In need of a new hot air station, I decided to go with an 858D+ station, to give me the ability to use the excellent firmware developed in this thread.
I opted to go with a model with connectors for the mains input and hot-air gun output to give me the greatest flexibility and portability. The cheapest version on Aliexpress with these options was £28.
Here's the link, but I notice the price has increased to £35 since then.
Upon receiving it, the mains wiring looks to be poor; soldered connections rather than crimped, the mains switch on the neutral, random wire colours (red for earth?!), and a general poor state of assembly. I have now rewired it and fixed all these issues.

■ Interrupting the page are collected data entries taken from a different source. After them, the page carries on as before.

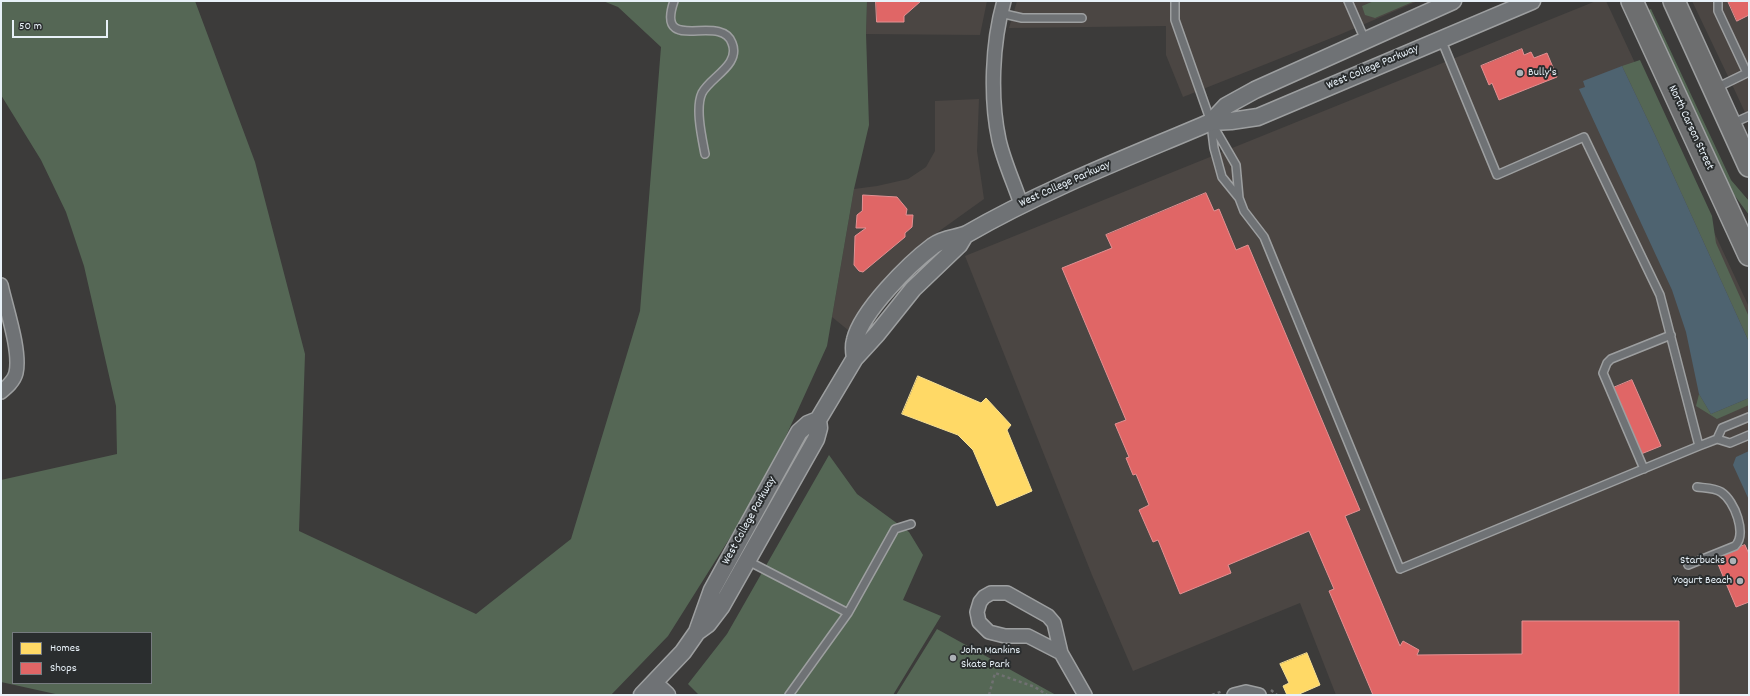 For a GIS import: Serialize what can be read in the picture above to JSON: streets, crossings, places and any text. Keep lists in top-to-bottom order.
{
  "streets": {
    "main road": ["North Carson Street"],
    "street": ["West College Parkway"]
  },
  "places": [
    "Bully's",
    "Starbucks",
    "Yogurt Beach",
    "John Mankins Skate Park"
  ],
  "legend": ["Homes", "Shops"],
  "scale_bar": "50 m"
} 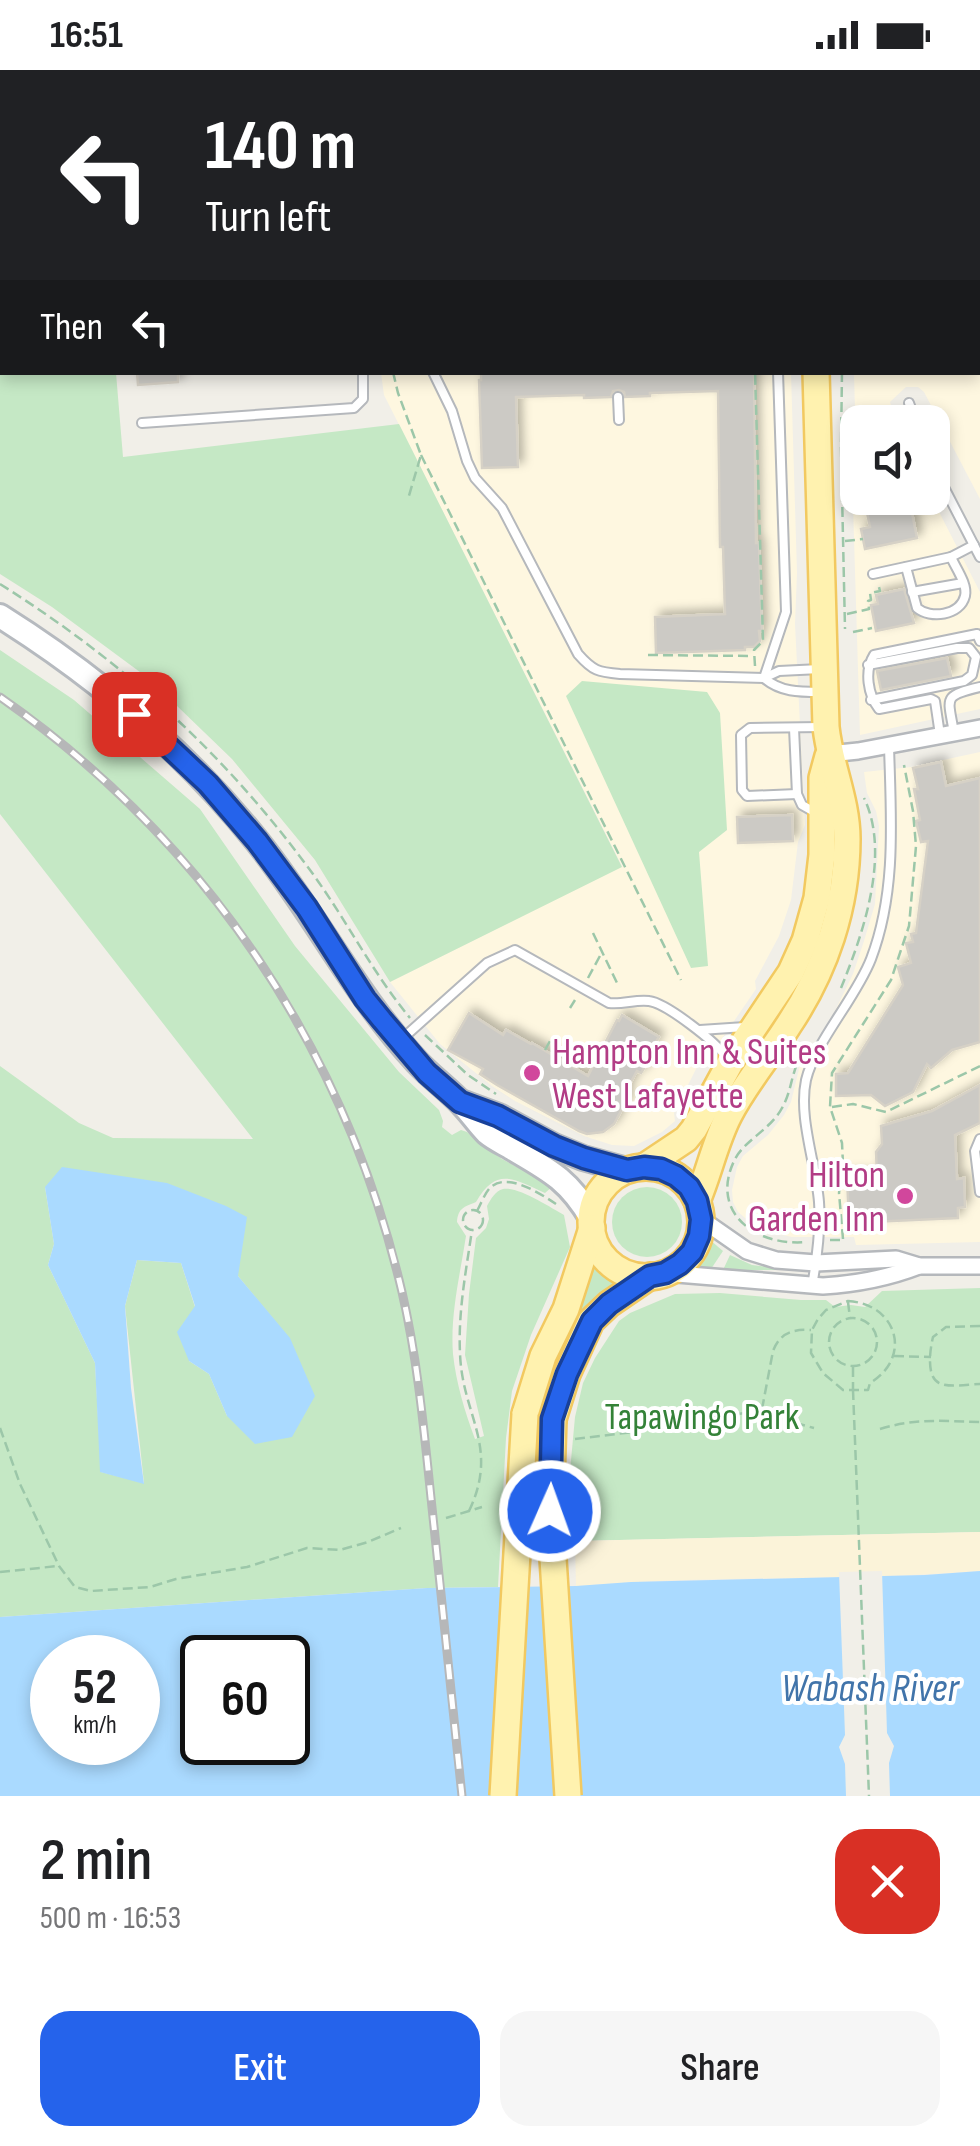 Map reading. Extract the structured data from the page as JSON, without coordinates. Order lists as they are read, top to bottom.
{
  "water": ["Wabash River"],
  "parks": ["Tapawingo Park"],
  "places": ["Hampton Inn & Suites West Lafayette", "Hilton Garden Inn"],
  "page": {
    "status": "16:51",
    "turn": ["140 m", "Turn left"],
    "then": "Then",
    "speed": "52 km/h",
    "limit": "60",
    "heading": ["2 min", "500 m · 16:53"],
    "buttons": ["Exit", "Share"]
  }
}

Looking at the main PCB I noticed it uses a S3F94C4EZZ-DK94 microcontroller (as many of the models in this thread do), however I haven't come across any other versions using this PCB or pin mapping. The general idea is the same, although with some differences (such as the common channels of the LED display being controlled via PNP transistors). Reverse engineering the microcontroller mapping results in the following, which does not seem to match any of the existing adapter boards:
Pinout
1 GND
2 LED_DIGIT_1
3 TRIAC DRIVE
4 REED_SWITCH
5 LED_SEG_G
6 LED_SEG_D
7 SDA / BUTTON 1
8 SCL / BUTTON 2
9 FAN DRIVE
10 NC
11 LED_SEG_DP
12 LED_SEG_E
13 LED_SEG_F
14 LED_SEG_A
15 TEMPERATURE (LPF)
16 LED_SEG_B
17 LED_DIGIT_2
18 LED_DIGIT_3
19 LED_SEG_C
20 5v
As such, I designed a new adapter board with an ATMEGA328P on it. I designed this board to have roughly the same footprint as the original DIP chip, and had it manufactured by OSH Park. The board includes an ICSP header, TL431 2.5v reference (for the ADC), and voltage divider for the fan speed measurement. SMD 2.54mm pitch headers on the underside plug into the existing chip socket.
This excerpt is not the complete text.